Jean Baptiste insiste, quand les pharisiens, les juifs, les sadducéens,
les hérodiens viennent l’interroger :
‘‘je ne l’ai jamais vu, je ne le connais pas’’.
Et pourtant il l’annonce :
‘‘c’est lui, c’est le Verbe, c’est le Messie.
Je ne suis pas le Messie, je ne suis même pas digne de dénouer
la courroie de ses sandales,
je ne peux même pas porter sa chaussure.’’
Comme dit Origène, le fait de ne pas pouvoir porter la chaussure de Jésus
veut dire que je ne peux même pas être son apôtre, je ne peux
pas être un des douze apôtres.
Je ne peux pas dénouer la courroie de ses sandales veut dire, selon une
expression juive, que je ne peux même pas le représenter.
Donc Jésus va venir, il va se faire baptiser par lui après qu’il
en ait baptisé beaucoup d’autres, il va le mettre dans la piscine
qu’il a forcément instituée puisqu’il l’a consacrée
ici, au milieu du Jourdain. Jésus va descendre dans les eaux du Jourdain,
Jean Baptiste va prendre de l’eau et le baptiser. Il l’a placé
sur ces pierres, là où était posée l’Arche
d’Alliance - Présence réelle de Dieu dans l’Arche
de l’Ancien Testament -.
Quand les Juifs venaient pour se faire baptiser, il leur disait :
‘‘je ne vous donne qu’un baptême d’eau, mais il
vient
- et il annonçait sa venue : il va se faire baptiser -
celui qui vous baptisera dans le Saint Esprit et dans le feu.’’
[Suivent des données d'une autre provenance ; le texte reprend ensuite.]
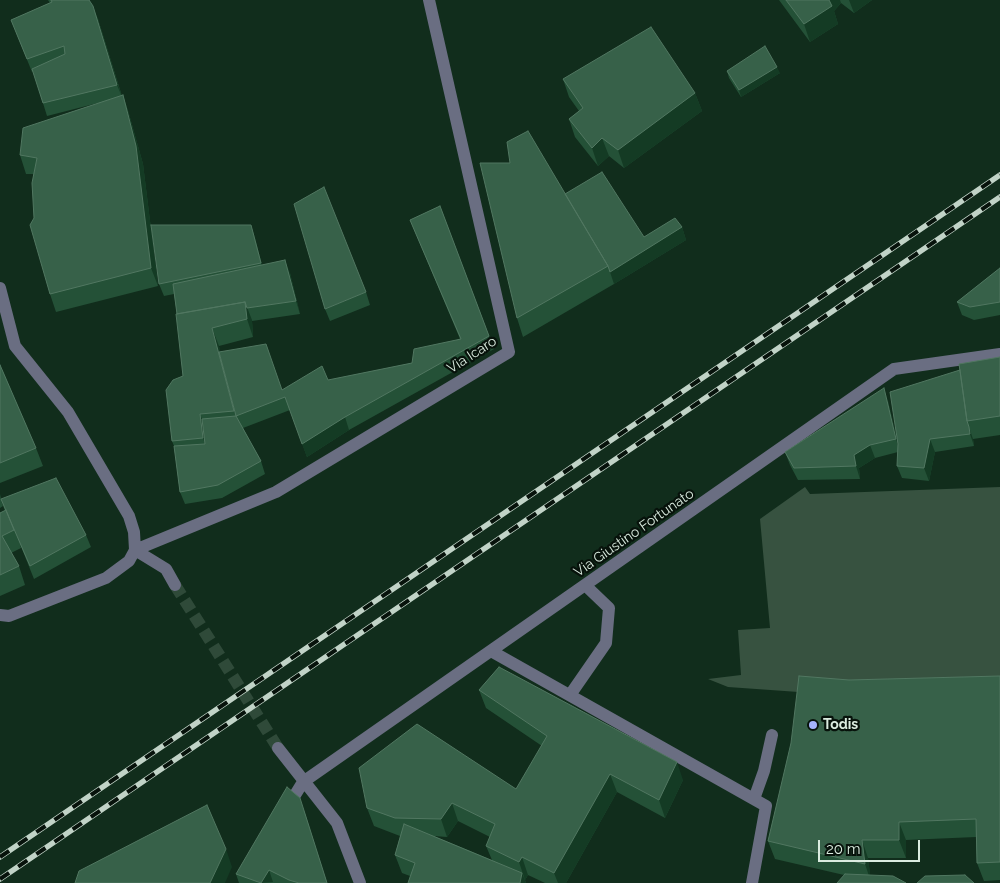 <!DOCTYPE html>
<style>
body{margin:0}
#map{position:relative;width:1000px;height:883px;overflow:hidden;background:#112d1c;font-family:Raleway,sans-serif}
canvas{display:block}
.scale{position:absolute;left:818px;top:840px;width:102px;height:22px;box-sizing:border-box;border:2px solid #dbece0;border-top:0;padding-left:6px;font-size:15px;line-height:18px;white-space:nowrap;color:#dbece0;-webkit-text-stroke:4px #07120b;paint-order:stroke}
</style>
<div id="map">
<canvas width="1000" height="883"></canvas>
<div class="scale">20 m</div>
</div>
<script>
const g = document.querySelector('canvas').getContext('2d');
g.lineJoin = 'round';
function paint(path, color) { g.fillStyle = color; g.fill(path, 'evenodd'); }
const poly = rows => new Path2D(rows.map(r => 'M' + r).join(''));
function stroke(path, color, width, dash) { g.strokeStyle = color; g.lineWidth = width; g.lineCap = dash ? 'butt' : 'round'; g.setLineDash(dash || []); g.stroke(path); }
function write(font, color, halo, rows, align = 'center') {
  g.font = font + ' Raleway,sans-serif'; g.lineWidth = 4.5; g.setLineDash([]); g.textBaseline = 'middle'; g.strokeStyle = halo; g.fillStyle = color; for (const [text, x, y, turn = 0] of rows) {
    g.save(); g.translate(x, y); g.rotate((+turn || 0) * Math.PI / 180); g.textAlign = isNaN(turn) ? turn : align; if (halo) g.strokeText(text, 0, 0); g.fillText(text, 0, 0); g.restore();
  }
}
paint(poly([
 [805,487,810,494,1000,487,1000,693,855,696,728,687,708,679,741,675,738,630,770,628,760,519]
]), '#375240');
stroke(poly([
 [175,585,278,748]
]), '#2f4a39', 12, [12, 6]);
stroke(poly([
 [0,288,15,346,68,412,129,516,134,532,135,550],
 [135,550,276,492,509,352,429,0],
 [135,550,166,569,175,585],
 [0,615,9,616,106,578,129,561,135,550],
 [491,651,766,806,752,883],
 [570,695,606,643,609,608,585,585],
 [278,748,337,823,360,883],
 [754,799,764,771,772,735],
 [287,808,303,782,894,369,1000,354]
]), '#6a6e82', 12);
const rail = poly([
 [0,857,1000,175],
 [0,879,1000,197]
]);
stroke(rail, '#c1d3c7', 5.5);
stroke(rail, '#07120b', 4, [11]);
paint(poly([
 [48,0,89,0,98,19,122,96,123,95,129,114,143,164,158,286,56,312,50,294,34,218,33,174,26,174,20,155,98,103,47,116,33,71,32,72,11,20,50,3],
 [779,0,872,0,854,13,841,3,834,11,838,24,810,42],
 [727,71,780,73,741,97,729,78],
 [563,79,695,93,702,111,624,168,609,156,598,166,575,137,569,119,579,111,569,97],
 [565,194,644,237,682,227,686,240,614,284,523,337,517,318],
 [440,206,494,349,349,430,307,457,290,410,243,428,261,461,265,474,222,498,185,504,180,492,174,446,172,441,183,376,177,314,174,294,164,296,159,284,251,225,255,238,262,265,290,273,300,314,252,321,253,337,219,346,220,352,283,390,412,363,460,339,415,232,410,220],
 [1000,268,1000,315,974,320,962,315,957,302],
 [366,292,370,305,330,321,325,309],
 [1000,357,1000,435,973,439,974,446,935,452,929,481,902,478,897,466,898,452,875,458,859,468,860,479,798,480,790,465,785,452,888,401,897,439],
 [0,365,36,448,43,466,0,483],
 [0,494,1,499,86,535,91,547,34,579,20,544,21,548,11,553,19,566,25,585,0,596,0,513,5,511,1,500,3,506,0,508],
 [1000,676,1000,880,984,881,977,863,976,837,906,840,906,858,868,858,870,875,844,875,775,859,768,841,849,680],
 [479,690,683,780,665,818,617,792,566,883,545,883,528,875,525,880,526,883,408,883,410,876,402,873,395,855,400,836,374,826,367,808,516,789,542,746,486,708],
 [458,821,490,837,486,846,492,860,434,836,447,837],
 [304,810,327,883,239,883,236,874]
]), '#245137');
paint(poly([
 [828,0,840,0,841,3,834,11,838,24,810,42,804,24],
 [849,0,872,0,854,13],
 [93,6,98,19,122,97,117,85],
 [777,67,780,73,741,97,739,90],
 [695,93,702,111,624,168,618,150],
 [123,95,129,114,143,164,158,286,151,268],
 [602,138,609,156,598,166,592,148],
 [251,225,255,238,265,276,261,263],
 [682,227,686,240,614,284,610,272],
 [285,260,290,273,300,314,296,301],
 [245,302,252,320,253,337,247,319],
 [212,328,219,346,237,416,236,416,241,429,234,411],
 [884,388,888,401,900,452,896,439],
 [200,414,207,432,209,457,203,438],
 [345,417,349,430,307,457,302,444],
 [969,427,973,439,974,446,970,434],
 [930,439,935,452,929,481,924,468],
 [870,445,875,458,859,468,860,479,856,466,854,455],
 [677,762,683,780,665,818,659,800],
 [610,774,617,792,566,883,558,883,554,873],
 [452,803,458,821,447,837,441,819],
 [899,822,906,840,906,858,899,840],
 [862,840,868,858,871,882,865,864],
 [226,849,232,867,225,883,210,883],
 [522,857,528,875,525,880,519,862],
 [269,870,273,882,261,883],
 [522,873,526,883,520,883]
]), '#143b24');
const building = poly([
 [51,0,89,0,93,6,117,85,43,103,32,69,65,54,64,46,27,59,11,20,52,2,51,0],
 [786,0,829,0,832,6,804,24,786,0],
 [651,27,695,93,618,150,602,138,592,148,569,119,583,108,563,79,651,27],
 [765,46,777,67,739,90,727,71,765,46],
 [123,95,136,146,151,268,50,294,30,225,34,218,32,183,37,158,20,155,23,128,123,95],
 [528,131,608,266,517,318,480,163,510,163,507,142,528,131],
 [602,172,644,237,675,218,682,227,610,272,608,266,565,194,602,172],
 [324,187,366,292,325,309,294,204,324,187],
 [440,206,489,336,345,417,302,444,285,397,236,416,219,352,266,344,282,390,322,366,328,380,412,363,414,349,461,339,410,220,440,206],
 [151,225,251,225,261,263,159,284,151,225],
 [285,260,296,301,247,308,245,302,177,314,173,284,285,260],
 [1000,268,1000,302,970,307,957,302,1000,268],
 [245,302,247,319,212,328,234,411,200,414,203,438,172,441,166,390,173,380,183,376,176,314,245,302],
 [1000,357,1000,416,967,421,959,364,1000,357],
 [0,365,36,448,0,463,0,365],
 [960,370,967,421,969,427,970,434,930,439,924,468,897,466,898,444,890,392,960,370],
 [884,388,896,439,870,445,854,455,856,466,794,468,785,452,884,388],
 [236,416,261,461,218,485,180,492,174,446,205,444,202,419,236,416],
 [56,478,86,535,30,566,1,499,56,478],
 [6,510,14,530,2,536,19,566,0,575,0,513,6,510],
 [499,667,677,762,659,800,610,774,554,873,522,857,519,862,486,846,495,824,452,803,441,819,395,818,367,808,359,768,417,724,516,789,547,736,479,690,499,667],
 [799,676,849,680,1000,676,1000,862,977,863,976,819,899,822,899,840,862,840,865,864,768,841,791,743,799,676],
 [287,787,300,798,327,883,299,883,289,880,269,870,261,883,236,874,287,787],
 [207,805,226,849,210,883,75,883,79,871,207,805],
 [404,824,522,873,520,883,408,883,415,863,395,855,404,824],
 [845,874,893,876,906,883,837,883,845,874],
 [965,875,974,883,917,883,925,876,965,875]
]);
paint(building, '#376149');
stroke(building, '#517761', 1);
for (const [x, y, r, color] of [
 [813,725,5,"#a4b2fc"]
]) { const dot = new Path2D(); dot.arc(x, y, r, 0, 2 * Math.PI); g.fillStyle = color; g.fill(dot); stroke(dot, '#07120b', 2); }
write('14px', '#dbece0', '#07120b', [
 ["Via Icaro",472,355,-33],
 ["Via Giustino Fortunato",634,533,-35]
]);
write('bold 14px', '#dbece0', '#07120b', [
 ["Todis",823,725]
], 'left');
</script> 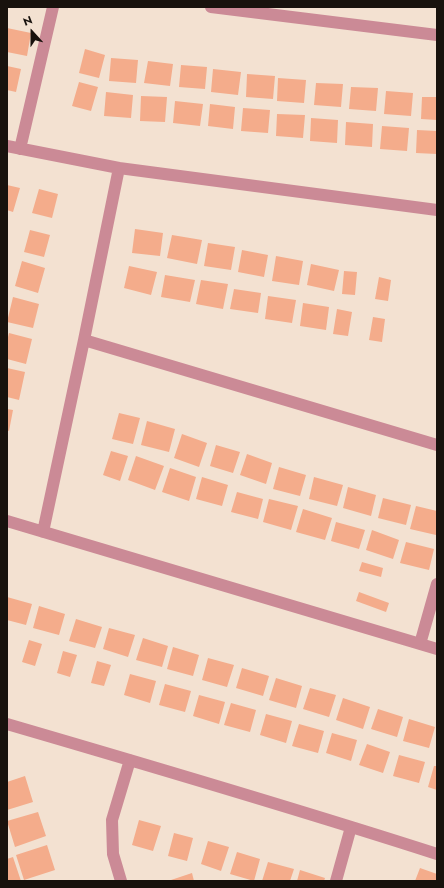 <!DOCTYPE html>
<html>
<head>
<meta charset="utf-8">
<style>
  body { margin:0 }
  #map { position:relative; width:444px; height:888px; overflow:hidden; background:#f3e1d1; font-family:Jost,sans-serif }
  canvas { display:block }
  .frame { position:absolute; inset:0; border:8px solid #18120d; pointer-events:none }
  .north { position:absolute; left:12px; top:12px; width:40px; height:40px; -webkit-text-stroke:3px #f3e1d1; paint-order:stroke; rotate:339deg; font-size:11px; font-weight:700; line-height:16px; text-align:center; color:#18120d }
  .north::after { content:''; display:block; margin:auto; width:14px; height:18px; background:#18120d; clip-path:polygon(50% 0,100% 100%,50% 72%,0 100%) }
</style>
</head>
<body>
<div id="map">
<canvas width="444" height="888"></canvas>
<div class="frame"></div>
<div class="north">N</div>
</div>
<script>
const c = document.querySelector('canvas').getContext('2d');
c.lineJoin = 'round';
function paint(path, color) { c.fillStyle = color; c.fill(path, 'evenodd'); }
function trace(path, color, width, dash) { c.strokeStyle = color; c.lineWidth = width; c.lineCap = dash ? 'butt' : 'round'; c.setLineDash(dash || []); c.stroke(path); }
paint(new Path2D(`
  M7,28l24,5 -4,23 -20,-4z
  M85,49l20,6 -6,23 -20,-5z
  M111,58l27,2 -2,23 -27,-2z
  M148,61l25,3 -3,22 -26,-3z
  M181,65l26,2 -2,22 -26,-2z
  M7,66l14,3 -5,23 -9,-2z
  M213,69l28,3 -3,23 -27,-3z
  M247,74l28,2 -2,23 -27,-2z
  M278,78l28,2 -2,23 -27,-2z
  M79,82l19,5 -7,24 -19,-5z
  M316,83l27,1 -2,23 -27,-2z
  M351,87l27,1 -2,23 -27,-2z
  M386,91l27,2 -2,23 -27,-2z
  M106,92l27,3 -2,23 -27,-2z
  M141,96l26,1 -2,25 -25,-1z
  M422,97h15v23l-16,-1z
  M175,101l28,3 -3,22 -27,-3z
  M210,104l25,3 -2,22 -25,-3z
  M243,108l27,2 -2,23 -27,-2z
  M277,114l28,1 -2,23 -27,-2z
  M311,118l27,2 -1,23 -27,-2z
  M346,122l27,2 -1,23 -27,-2z
  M382,126l27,2 -2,23 -27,-2z
  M417,130l20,1v23l-21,-1z
  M7,185l13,3 -7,24 -6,-2z
  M39,189l19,5 -6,24 -20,-5z
  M135,229l28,4 -3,23 -28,-3z
  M30,230l20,5 -6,22 -20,-5z
  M172,235l30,5 -5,24 -30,-6z
  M208,243l27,4 -4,23 -27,-4z
  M242,250l26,5 -4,22 -26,-5z
  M276,256l27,5 -4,24 -27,-4z
  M22,261l23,7 -7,25 -23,-7z
  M311,264l28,6 -5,21 -27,-6z
  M129,266l28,6 -6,23 -27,-7z
  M344,271l13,1 -2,23 -13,-1z
  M165,275l30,5 -5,22 -29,-5z
  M379,277l12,3 -3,21 -13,-2z
  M201,280l27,4 -5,25 -27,-5z
  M234,289l27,4 -3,20 -28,-4z
  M268,296l28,4 -4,23 -27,-4z
  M13,297l26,7 -6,24 -26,-6z
  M303,303l26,4 -3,23 -26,-4z
  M337,309l15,3 -4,24 -15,-2z
  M373,317l12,2 -3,23 -13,-2z
  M9,333l23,6 -6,25 -19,-5v-18z
  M7,368l18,4 -6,28 -12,-3z
  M7,409l6,1 -4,21 -2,-1z
  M119,413l21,5 -7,26 -21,-5z
  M147,421l28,8 -6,23 -28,-7z
  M182,434l25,9 -8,24 -25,-9z
  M216,445l24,7 -7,21 -23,-7z
  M111,451l17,5 -8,25 -17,-6z
  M247,454l25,9 -6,21 -26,-9z
  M136,456l28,10 -9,24 -27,-10z
  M279,467l27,8 -6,21 -27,-7z
  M170,468l26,9 -7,24 -27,-9z
  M202,477l26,8 -6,21 -26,-7z
  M314,477l29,8 -6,21 -28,-7z
  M348,487l28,8 -5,21 -28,-8z
  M237,492l26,7 -5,20 -27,-7z
  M383,498l28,7 -5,20 -28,-7z
  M269,499l29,7 -7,24 -28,-8z
  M416,506l21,5v19l-1,5 -26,-6z
  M303,509l29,9 -7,22 -29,-8z
  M336,522l29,8 -6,19 -28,-8z
  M372,530l27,10 -6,19 -27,-9z
  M406,542l28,7 -5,21 -29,-7z
  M362,562l21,6 -2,9 -22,-6z
  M359,592l30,11 -3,9 -30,-11z
  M7,597l25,7 -6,21 -19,-5z
  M39,606l26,8 -6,21 -26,-7z
  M76,619l26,8 -7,21 -26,-7z
  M109,628l26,7 -7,22 -25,-8z
  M143,638l25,8 -6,21 -26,-7z
  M29,640l13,4 -7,22 -13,-4z
  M173,647l26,8 -6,21 -26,-7z
  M63,651l14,4 -7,22 -13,-4z
  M208,658l26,7 -7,22 -25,-7z
  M97,661l14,4 -7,21 -13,-3z
  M242,668l27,8 -6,20 -27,-8z
  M130,674l26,7 -6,22 -26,-8z
  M276,678l26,8 -6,22 -27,-8z
  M165,684l26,7 -6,21 -26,-7z
  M310,688l26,7 -7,22 -26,-8z
  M199,695l26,7 -6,22 -26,-8z
  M343,698l27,9 -7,22 -27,-9z
  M231,703l25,7 -6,22 -26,-7z
  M378,709l25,8 -6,20 -26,-8z
  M266,714l26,7 -6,22 -26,-8z
  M409,719l26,8 -6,21 -26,-7z
  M299,724l25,7 -6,22 -26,-7z
  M332,733l25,7 -6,21 -25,-8z
  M367,744l23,8 -7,21 -24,-8z
  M399,755l26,7 -6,21 -26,-7z
  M434,766h3v24l-9,-3z
  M25,776l8,26 -26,8v-28z
  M38,812l8,24 -31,11 -8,-26z
  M139,820l22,6 -8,25 -21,-6z
  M174,833l19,5 -6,23 -19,-5z
  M208,841l21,6 -8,24 -20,-7z
  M47,845l8,25 -31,10 -8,-25z
  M237,852l23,7 -6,22 -24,-7z
  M13,857l8,24h-14v-22z
  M268,862l26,7 -4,12h-28z
  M420,868l17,6v7h-22z
  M300,870l25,8 -1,3h-27z
  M192,873l2,8h-26z`), '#f4ac8b');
trace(new Path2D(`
  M211,7l226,28
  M7,146l112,22 318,42
  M20,149l33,-142
  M84,340l353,105
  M7,521l430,128
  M43,532l41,-192 35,-172
  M420,644l17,-60
  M7,724c144,42 287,84 430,130
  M121,881l-8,-27 -1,-34 18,-60
  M336,881l15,-54`), '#cb8a96', 12);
</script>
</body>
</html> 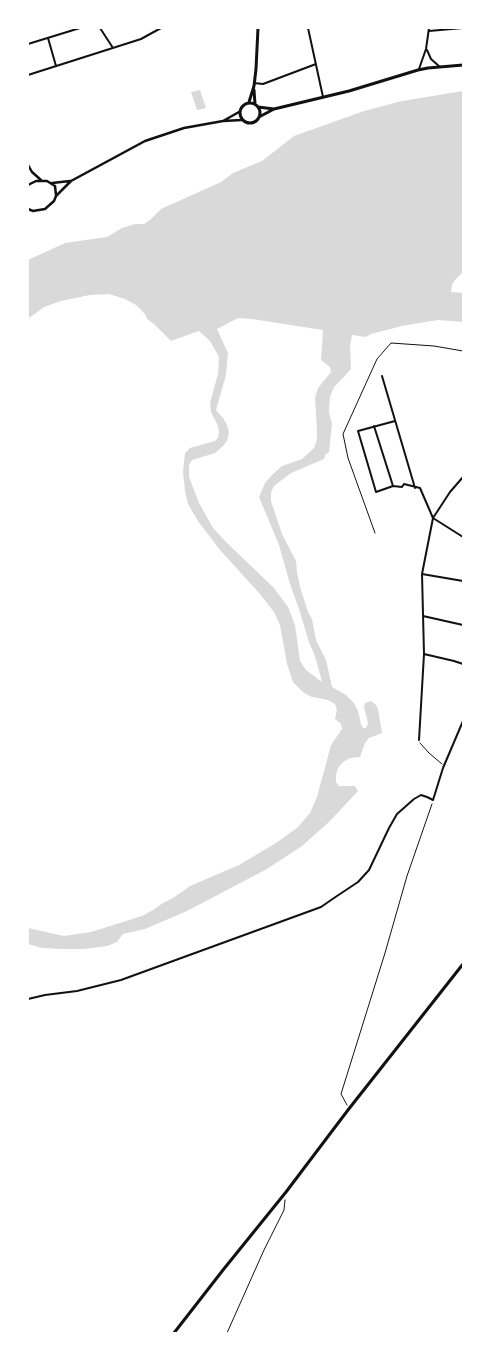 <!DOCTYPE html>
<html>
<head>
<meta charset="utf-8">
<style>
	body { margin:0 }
	#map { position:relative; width:491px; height:1361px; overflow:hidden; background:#fff; font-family:"Fira Sans Condensed",sans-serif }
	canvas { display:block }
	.frame { position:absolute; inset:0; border:29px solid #fff; pointer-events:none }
</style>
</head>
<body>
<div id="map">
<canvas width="491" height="1361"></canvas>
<div class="frame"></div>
</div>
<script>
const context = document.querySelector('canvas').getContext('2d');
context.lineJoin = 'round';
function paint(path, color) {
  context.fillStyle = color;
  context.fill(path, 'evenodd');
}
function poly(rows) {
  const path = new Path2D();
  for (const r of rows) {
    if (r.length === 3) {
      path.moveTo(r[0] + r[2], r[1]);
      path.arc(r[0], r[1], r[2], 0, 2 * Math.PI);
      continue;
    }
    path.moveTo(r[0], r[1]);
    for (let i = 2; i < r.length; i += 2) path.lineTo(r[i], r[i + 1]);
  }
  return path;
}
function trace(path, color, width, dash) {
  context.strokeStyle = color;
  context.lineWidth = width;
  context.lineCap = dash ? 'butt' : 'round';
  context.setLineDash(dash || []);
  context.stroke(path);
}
paint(poly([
	[200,90,206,108,197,110,191,92],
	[463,91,463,272,455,280,452,285,451,292,463,293,463,322,438,320,402,326,371,334,366,337,352,335,350,346,351,369,342,379,334,387,330,397,329,412,332,424,329,452,325,455,324,459,291,473,274,486,271,492,271,501,282,534,296,561,297,572,300,587,308,612,312,619,316,640,326,660,332,687,346,695,354,703,358,711,361,724,363,728,366,728,368,723,364,707,365,703,371,701,376,705,378,709,382,733,369,738,365,743,360,757,350,758,343,762,338,768,336,774,336,782,339,786,355,786,358,791,329,822,302,846,267,869,187,911,145,929,123,934,117,942,107,946,84,949,61,949,42,948,28,944,28,928,64,936,91,932,142,916,153,910,163,903,173,898,190,886,239,865,276,843,297,828,310,813,317,797,331,745,342,729,341,724,335,719,337,710,335,704,328,700,312,697,304,693,293,682,287,664,280,625,274,612,260,594,220,550,198,521,188,504,185,491,183,472,185,453,190,448,215,441,218,438,219,432,218,426,211,412,210,403,218,374,219,357,210,341,199,331,171,341,154,324,147,319,145,314,136,305,125,299,109,294,90,295,61,301,44,307,28,319,28,260,65,243,107,237,122,228,135,224,144,224,150,220,161,209,221,182,233,173,262,161,294,136,364,111,402,101],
	[238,318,252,319,323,330,321,360,330,367,331,372,318,388,315,398,317,431,317,439,314,448,302,459,282,466,273,474,265,483,259,497,279,545,290,584,299,609,309,642,315,656,322,682,306,670,300,661,295,625,288,607,273,587,227,543,213,528,199,503,189,477,189,465,192,460,215,453,223,446,227,441,229,433,227,425,223,418,216,410,226,375,228,353,217,329]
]), '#d9d9d9');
trace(poly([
	[375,533,348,458,343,434,377,359,391,343,434,346,463,351],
	[420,743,429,753,442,764],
	[347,1105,341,1094,385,953,407,876,432,804],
	[227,1333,264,1250,284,1210,285,1200]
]), '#111', 1);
trace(poly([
	[100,28,113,48],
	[308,28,323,97],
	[429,31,463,28],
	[48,38,56,66],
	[28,44,80,28],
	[427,50,431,59,440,67],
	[419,69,426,49,429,28],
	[28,75,141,39,161,28],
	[254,83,263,84,316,64],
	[382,376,415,488],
	[395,421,358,431,376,492,393,486,402,487,404,484,420,488,433,518],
	[374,426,393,486],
	[433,518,463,537],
	[422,574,463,581],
	[423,616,463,625],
	[424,654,454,661,463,664],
	[419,740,424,654,422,574,433,518,450,492,463,477],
	[28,999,45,995,77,991,121,980,321,907,334,898,358,882,369,870,389,828,397,814,414,799,421,795,427,797,433,800,443,768,463,721]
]), '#111', 2);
trace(poly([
	[223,121,239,112],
	[28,165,32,172,41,180],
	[52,183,70,181],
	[28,185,36,181,47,181,55,186,56,195],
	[28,209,33,211,45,209,54,201,56,196,71,181,145,141,184,128,223,121,242,120]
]), '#111', 2.5);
trace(poly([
	[254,90,255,104],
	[249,102,254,86,256,69,258,28],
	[250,113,10],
	[258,107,274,109],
	[259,117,274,109,349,91,418,70,428,68,463,65],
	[174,1333,223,1270,286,1192,348,1110,463,964]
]), '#111', 3);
</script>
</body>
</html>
L’Esprit Saint désigne l’Amour incréé de Dieu
et le feu : le feu embrasé du Sacré Cœur dans l’Esprit
Saint et dans le Fils. Jean Baptiste baptise seulement dans l’eau, il
est lié à Joseph dans ce baptême, il est lié à
ce qu’il y a de plus inférieur, vous voyez.
‘Je ne vous donne que dans l’eau, et c’est lui qui complète
et c’est lui qui fait tout après.
Vous devez quand même vous convertir.’’
Voilà le baptême de conversion : il faut vraiment que la crêpe
se retourne complètement : metanoia.
C’est un baptême pour la confession des péchés : ex
homologouménoï amartias : ( c’est joli, la confession en grec
: c’est une homologation externe de tous vos péchés ) vous
homologuez tous vos péchés à l’extérieur.
Quant à l’absolution, la rémission, le feu qui embrase tout,
c’est Jésus qui le fera. Or vous venez, vous, parce que vous savez
que c’est l’heure du Messie et vous avez peur. Vous venez parce
que vous croyez que le Messie vient, Il vient, la cognée est à
la racine des arbres, et vous êtes vraiment pourris de péchés,
et vous êtes hypocrites, vous êtes pleins de contours.(Jean Baptiste
était terrible, il ne se laissait par amadouer)
‘‘Mais si, sûrement, tu es Elie le prophète’’.
- Non.
Et il leur répondait toujours : ‘‘genemeta ekidon’’.
Vous ne pouvez pas savoir comme ça me plaît : ‘‘genemeta
ekidon’’, race de vipères. Ils venaient se faire baptiser
par lui, confesser leurs péchés, et lui leur disait ‘‘genemeta
ekidon’’.
Pour moi, c’est très parlant. Quand vous traitez d’un nom
d’animal, cela a une signification. Si vous dîtes : ‘‘tu
es une espèce d’âne’’, ça veut dire :
‘tu es bête, quoi’’. La vipère, c’est une
femelle qui rampe, qui après avoir été fécondée
par le mâle, tue le mâle, et à la naissance, les vipereaux
sortent d’elle en lui déchirant le ventre, donc les nouvelles vipères
tuent leur mère à la naissance. Les contorsions de la vipère
représentent vraiment l’hypocrisie du parricide, du matricide.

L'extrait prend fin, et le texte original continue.